Hello, everybody!
I have recently downloaded images from ImageNet to try to throw some networks at. But I have run into a problem. The training images come with classifications - a total of 200 in the ‘tiny’ download - that’s all well and good. But the test and validation images both are missing classifications. When I try to run the DataLoader batch-divider on those two data sets the same way I do for the training data, the classifications come up as 0 every time… I have two screenshots attached. One is a screenshot of what the training data download looks like - with each folder being a set of images and each text file corresponding to the classifications. I also attached a screenshot of what the validation and testing data set downloads look like - they are definitely different and I don’t know how to get my hands on their classifications. Could anyone give me some guidance on what I am missing? Many thanks! EDIT - it looks like I am only allowed one media per post as a new user - I opted to include the Validation and Testing Dataset download screenshot. Please let me know if that is not enough information!
What is the directory structure of images
in each case? It’s common practice to organize classes by directory for classification datasets.

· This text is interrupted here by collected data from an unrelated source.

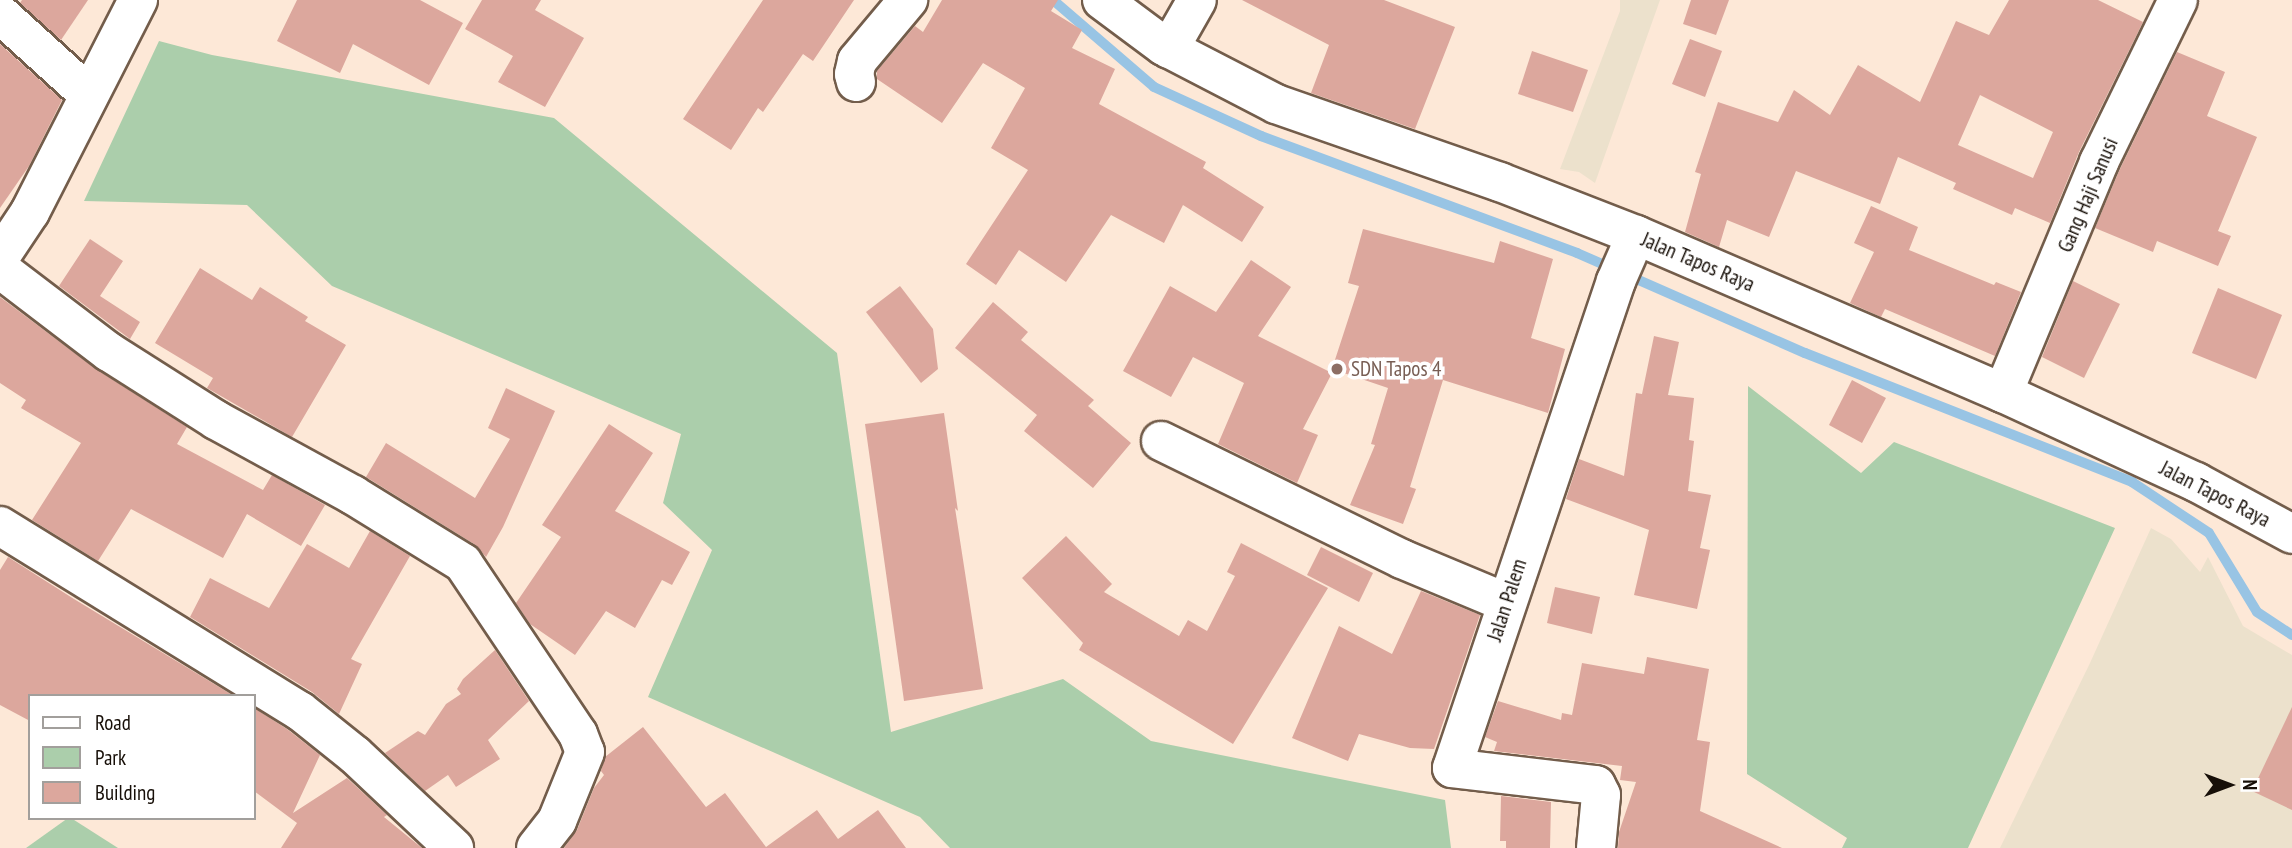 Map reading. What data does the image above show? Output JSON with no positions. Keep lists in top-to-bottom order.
{
  "streets": {
    "street": ["Gang Haji Sanusi", "Jalan Tapos Raya", "Jalan Palem"]
  },
  "crossings": [
    ["Gang Haji Sanusi", "Jalan Tapos Raya"],
    ["Jalan Tapos Raya", "Jalan Palem"]
  ],
  "places": ["SDN Tapos 4"],
  "legend": ["Road", "Park", "Building"],
  "north": "right"
}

Thanks for the reply! Each of the ‘images’ folders is a collection of JPEG images. In the mean time, I’ve made do with taking the downloaded training data and creating a subset of that data to be the testing data. If it helps, here is the screenshot of what each of those ‘images’ folders looks like on the inside. For the val_data, I realize now that I do have a ‘.txt’ file which contains the classifications. However, for the train_data, I still do not - only a bunch of JPEG images.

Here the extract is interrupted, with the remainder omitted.